Walking on Water
By: Derrick Jensen
As I am sure most of you know by now, I am a huge fan of Derrick Jensen. I have read several of his books and each time I am enthralled. I start sending quotations and statistics from them to friends who (typically) ignore me and hope I’ll finish reading soon. The most recent book I read by him, however, is one that even my least liberal of friends would appreciate: Walking on Water.
This book is, on the surface, about the education systems in western civilization and how they form children into the wage slaves they will need to be in the “real world”. Derrick Jensen reflects on his own experiences as a student as well as those as a teacher at both a prison and a university. He mentions numerous times that the places didn’t vary “as much as you’d think” when it came to the classrooms.
What interested me the most about the book were the descriptions of how he taught creative writing classes in both the university and the prison. As an English major myself there were many aspects of his teaching that I recognized from my own experiences (arranging the desks in circles and being respectful while using praise in work-shopping to name a few). There were, however, many examples of things he did in his classrooms that I wish would have been done in mine.
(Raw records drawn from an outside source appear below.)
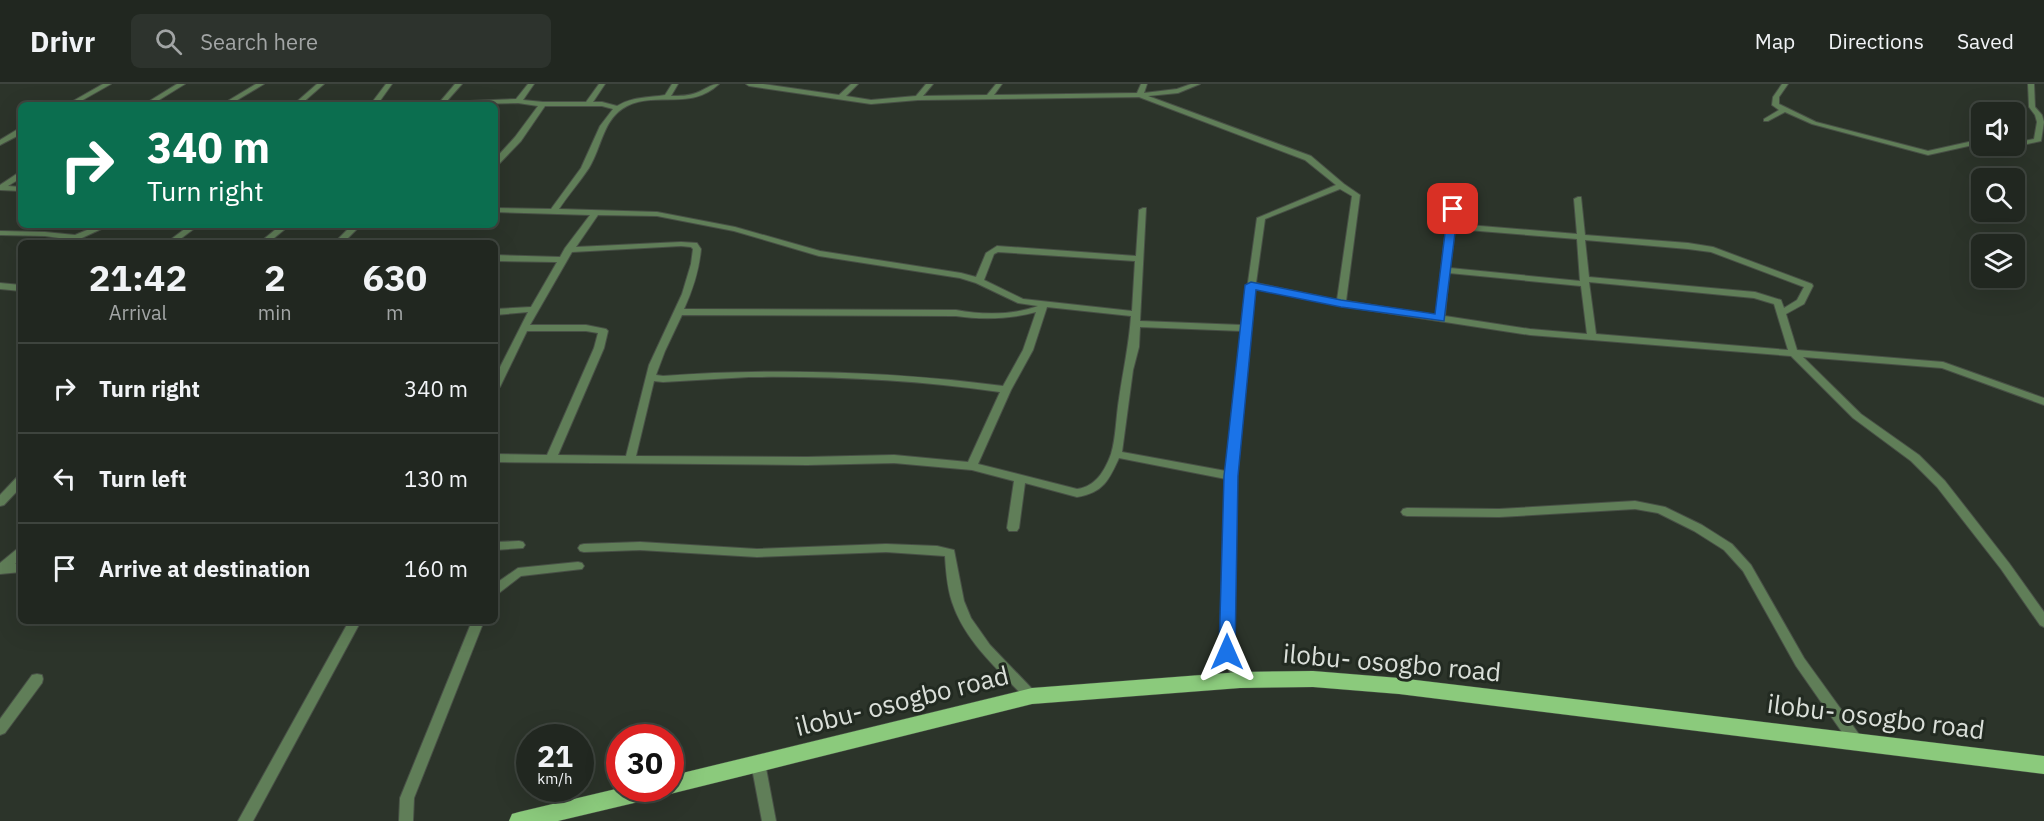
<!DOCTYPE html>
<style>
body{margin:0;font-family:"IBM Plex Sans",sans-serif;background:#2d332d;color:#f1f3f6;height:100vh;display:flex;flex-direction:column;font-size:22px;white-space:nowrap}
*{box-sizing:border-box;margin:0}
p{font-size:20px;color:#a2a5a5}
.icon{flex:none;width:33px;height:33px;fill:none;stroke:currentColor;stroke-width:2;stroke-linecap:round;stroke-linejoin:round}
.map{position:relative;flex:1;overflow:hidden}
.details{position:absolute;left:18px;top:156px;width:480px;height:384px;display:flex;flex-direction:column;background:#212720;border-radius:9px;box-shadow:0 6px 24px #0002,0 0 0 2px #3e443e}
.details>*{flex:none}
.guide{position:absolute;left:18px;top:18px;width:480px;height:126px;border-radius:9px;box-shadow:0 6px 24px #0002,0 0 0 2px #3e443e;background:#0b6e4f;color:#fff;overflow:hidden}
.fabs{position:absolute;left:1971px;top:18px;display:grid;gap:12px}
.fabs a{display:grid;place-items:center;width:54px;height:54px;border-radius:9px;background:#212720;box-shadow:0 6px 24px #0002,0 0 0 2px #3e443e;font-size:30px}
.speed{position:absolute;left:516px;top:640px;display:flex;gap:12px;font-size:30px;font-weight:700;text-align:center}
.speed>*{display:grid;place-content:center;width:78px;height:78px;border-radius:50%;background:#212720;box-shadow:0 6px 24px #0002,0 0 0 2px #3e443e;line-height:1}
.speed small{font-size:15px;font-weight:400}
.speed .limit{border:9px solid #d22;background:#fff;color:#111}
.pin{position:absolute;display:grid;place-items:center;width:51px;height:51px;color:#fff;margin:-26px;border-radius:12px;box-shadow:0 3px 9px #0006}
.me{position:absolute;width:66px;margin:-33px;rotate:0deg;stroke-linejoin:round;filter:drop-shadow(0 0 4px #0008)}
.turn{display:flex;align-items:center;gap:21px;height:126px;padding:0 30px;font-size:27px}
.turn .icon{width:78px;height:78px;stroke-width:2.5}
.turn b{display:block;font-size:42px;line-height:51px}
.eta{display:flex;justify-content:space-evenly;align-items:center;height:102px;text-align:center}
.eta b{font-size:36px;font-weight:800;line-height:42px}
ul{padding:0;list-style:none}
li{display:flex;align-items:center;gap:18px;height:90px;padding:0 30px;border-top:2px solid #3e443e}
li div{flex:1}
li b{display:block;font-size:22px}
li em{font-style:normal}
header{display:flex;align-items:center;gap:36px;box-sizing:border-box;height:84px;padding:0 30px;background:#212720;border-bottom:2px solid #3e443e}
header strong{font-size:28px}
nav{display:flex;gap:33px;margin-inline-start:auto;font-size:21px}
.search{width:420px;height:54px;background:#2d332d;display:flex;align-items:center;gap:15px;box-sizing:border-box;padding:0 21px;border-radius:9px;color:#a2a5a5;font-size:22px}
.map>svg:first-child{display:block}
</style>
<header>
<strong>Drivr</strong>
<div class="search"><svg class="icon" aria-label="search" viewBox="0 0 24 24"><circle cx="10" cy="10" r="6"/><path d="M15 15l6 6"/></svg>Search here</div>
<nav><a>Map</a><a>Directions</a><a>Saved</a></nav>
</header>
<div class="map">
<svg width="2044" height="737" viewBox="0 0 2044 737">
<rect width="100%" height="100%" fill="#2c342a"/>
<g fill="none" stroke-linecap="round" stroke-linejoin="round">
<!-- minor casing -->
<g stroke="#485046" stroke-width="2">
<path id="minor" d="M103,0H111L74,21H66Z
M177,0H185L151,21H143Z
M256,0H264L229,21H221Z
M317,0H324L300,21H293Z
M386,0H392L377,21H370Z
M455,0H462L446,18L516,15L528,0H534L523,16L543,18H586L599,0H605L593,18H602L617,22C633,12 649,14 665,11L672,0H678L671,12C680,12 688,12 696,9C705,6 710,0 719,0C690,27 659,7 627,22C603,34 602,63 589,84C580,98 568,111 559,125L657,128L735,143L820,167L961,189L976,193L986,169L997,162L1136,172L1139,126L1143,124H1146L1140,237L1242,241L1257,134L1336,101L1305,76L1139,13L918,16L871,20L749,2L746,0H763L839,11L851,0H858L846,12L871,16L916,12L926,0H933L923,12L987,11L996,0H1002L994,11L1137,9L1141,0H1147L1144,9L1177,5L1191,0H1200L1178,9L1148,12L1311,72L1344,100L1360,111L1346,217L1436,231L1445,152L1450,123H1453L1457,125L1456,140L1577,150L1574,115L1578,113H1581L1585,151L1688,159L1713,163L1812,200L1813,202L1804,220L1786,230L1797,266L1943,278L2044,314V321L1942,284L1803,273L1861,330L1919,371L1945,397L2009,479L2044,528V543L2040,541L2001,485L1937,403L1911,377L1853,334L1791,272L1530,251L1341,222L1255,204L1236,392L1233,568L1246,596L1245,600L1240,601L1235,600L1221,568L1226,395L1119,374C1109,396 1103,409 1077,413L1025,399L1019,444L1017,447H1009L1007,444L1014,397L972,386L894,379L807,381L495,378V370L547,371L594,264L598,249L586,247H527L500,303L495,306V293L528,228L495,231V225L531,223L557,178L495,177V171L560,173L565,164L590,131L495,128V124L551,125L581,84L600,42L613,25L602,22H545L521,57L498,81H495V75L515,53L538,22L518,19L427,21L430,19H439ZM1340,105L1352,112L1337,216L1256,199L1265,135ZM598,131L657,132L734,147L819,172L960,194L976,199L1018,219L1038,222C1013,231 983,231 956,226L684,225C693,205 699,187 701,165L697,159L681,158L576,163ZM1455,145L1577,155L1580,197L1450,184ZM1585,156L1688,165L1711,168L1804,203L1797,216L1784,224L1781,216L1755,208L1589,193ZM681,162L691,163L693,165L691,180L682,210L649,281L626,372L558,371L604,264L608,247L606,245L586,241H530L572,168ZM998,168L1135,177L1132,227L1023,215L984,196L994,170ZM1449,189L1581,202L1587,250L1530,245L1445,232ZM1589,198L1754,214L1774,220L1788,266L1596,250ZM1047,223L1131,232C1129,261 1123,287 1119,315C1116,333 1116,354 1111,370C1105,387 1095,403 1077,405L978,380L1011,306L1033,266ZM1036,228L1023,266L1003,302C890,287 777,284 663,292L656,291L665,267L682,231L956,232C983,236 1010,235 1036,228ZM1140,243L1242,247L1226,387L1122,368L1133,286L1139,263ZM749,293C833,292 916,296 1000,308L968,378L894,371L807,373L636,372L654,297L663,298Z
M1782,0H1788L1779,13V20L1816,38L1928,67L1982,55V59L1928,71L1812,40L1785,28L1768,37H1764V35L1779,26L1772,21L1773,13Z
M2028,0H2034L2035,23L2042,31L2044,38L2041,57L2014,63L2011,62H2014V59L2034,55L2037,38L2035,31L2029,23Z
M18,45H21V50L0,61V56Z
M18,89H21V94L8,102L21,103V107L0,106V101Z
M99,141H110L71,159H66V155L45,152L0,151V147L45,148L75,151Z
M190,141H199L175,159H166Z
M281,141H290L268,159H259Z
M352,141H361L343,159H334Z
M0,199L21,201V207L0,205Z
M21,392V403L4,421L0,422V411L17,393Z
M1635,417L1665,423L1702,441L1732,460L1751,481L1804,574L1861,653L1863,657L1861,661L1856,663L1851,661L1796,582L1743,487L1724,466L1694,447L1658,429L1635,425L1499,433L1407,432L1403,431L1401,428L1403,425L1407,424L1499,425Z
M519,457L523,458L525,461L523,464L495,466V458Z
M640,458L757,465L886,460L937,462L954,466L964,517L971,534L990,561L1039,612L1037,616L1032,617L1027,616C999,586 965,558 952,518C947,503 946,487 945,472L886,468L757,473L640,466L584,468L580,467L578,464L580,461L584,460Z
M21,464V475L15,480H21V488L0,490V479L17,465Z
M578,478L582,479L584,482L582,485L521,492L499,509L495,511V500L518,484Z
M349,537H361L253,737H238Z
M472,537H484L414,714L413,737H399L400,714Z
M37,590L42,591L43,595L42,599L5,649L0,651V635L32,591Z
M758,673L763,675L765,679L776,737H762L751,679L753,675Z"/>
</g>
<!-- primary casing -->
<g stroke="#485046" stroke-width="1">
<path id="primary" d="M1313,587L1399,594L2044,672V690L1399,610L1313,603L1240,604L1032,620L670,710L664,708L662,711L655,714L558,737H509L512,730L519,728L620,704L670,705V692L1032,604L1240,588Z"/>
</g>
<!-- minor -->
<use href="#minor" fill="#607e58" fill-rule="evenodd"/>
<!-- primary -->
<use href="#primary" fill="#8bca7c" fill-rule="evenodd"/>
</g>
<!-- route -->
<path fill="#1a73e8" stroke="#114b97" stroke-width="1.5" d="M1453,122L1458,125L1444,237L1341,223L1256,206L1238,392L1235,568L1233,573H1222L1219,568L1224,392L1245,201L1251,198L1341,216L1435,230L1448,125Z"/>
<g text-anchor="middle" stroke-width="6" stroke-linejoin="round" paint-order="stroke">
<!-- near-street labels -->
<g font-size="26" fill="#dbe0da" stroke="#222a21">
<text transform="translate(1392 579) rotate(5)" y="9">ilobu- osogbo road</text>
<text transform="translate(902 617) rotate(-14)" y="9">ilobu- osogbo road</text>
<text transform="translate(1876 633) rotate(7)" y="9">ilobu- osogbo road</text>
</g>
</g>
</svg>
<div class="fabs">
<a><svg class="icon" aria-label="sound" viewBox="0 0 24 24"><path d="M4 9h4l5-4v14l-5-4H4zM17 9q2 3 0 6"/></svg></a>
<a><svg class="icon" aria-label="search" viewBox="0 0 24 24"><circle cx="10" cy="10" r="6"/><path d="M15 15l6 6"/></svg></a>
<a><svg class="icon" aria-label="layers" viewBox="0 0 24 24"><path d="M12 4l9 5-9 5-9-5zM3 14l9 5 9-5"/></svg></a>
</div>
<div class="speed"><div>21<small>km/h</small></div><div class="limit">30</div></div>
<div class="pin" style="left:1453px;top:125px;background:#d93025"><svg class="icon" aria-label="arrive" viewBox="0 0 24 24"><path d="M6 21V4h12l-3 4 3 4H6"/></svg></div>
<svg class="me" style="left:1227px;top:568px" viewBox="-20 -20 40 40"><path d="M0-17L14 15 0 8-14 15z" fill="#1a73e8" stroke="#fff" stroke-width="4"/></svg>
<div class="guide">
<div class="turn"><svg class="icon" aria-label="right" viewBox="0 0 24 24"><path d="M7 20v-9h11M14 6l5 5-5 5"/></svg><div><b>340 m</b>Turn right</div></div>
</div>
<section class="details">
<div class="eta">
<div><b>21:42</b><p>Arrival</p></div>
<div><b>2</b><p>min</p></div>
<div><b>630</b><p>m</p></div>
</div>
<ul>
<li><svg class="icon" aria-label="right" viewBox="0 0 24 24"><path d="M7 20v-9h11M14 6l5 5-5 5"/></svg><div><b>Turn right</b></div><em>340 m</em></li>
<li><svg class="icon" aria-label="left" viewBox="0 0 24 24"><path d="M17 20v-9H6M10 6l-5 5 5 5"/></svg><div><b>Turn left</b></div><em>130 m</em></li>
<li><svg class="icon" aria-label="arrive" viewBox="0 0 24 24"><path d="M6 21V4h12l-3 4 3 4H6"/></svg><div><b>Arrive at destination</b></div><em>160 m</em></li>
</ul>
</section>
</div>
He made sure that throughout the course he read an example of everyone’s writing. (He points out the fact that we have all felt left out at one point or another waiting for a teacher to read a “great” example of something we did only to have them reach the bottom of their good examples pile and read nothing of yours).
The level of respect he fosters in his classrooms is also a commendable thing. Although his views vary greatly from some of his students he finds a way to not let that effect his grading practices. The answer: don’t have grades. The struggle of creating a classroom with no grades when he is required to give them by the university is played out well in the beginning of the book.
All of these things were fantastic in the book, but the most important and powerful thing Jensen did within it is to teach readers how to find who they are. He talks about exercises he did with his classes not to make them better at grammar or to teach them the forms of poems, but rather to have them find out who they are. He challenges his class (at the end of the book) to “walk on water”. What he means by this should be clear to you by the time you get to the conclusion.
I read the entire thing cover to cover in less than a day, refusing to set it down for anything. This is a faster (and shorter) read than most of Jensen’s other works and I’d definitely recommend it. For those readers who are less radically-minded than me this is a good place to jump into Jensen’s works, for those that generally agree with me it will be an amazing supplement to your current reading base.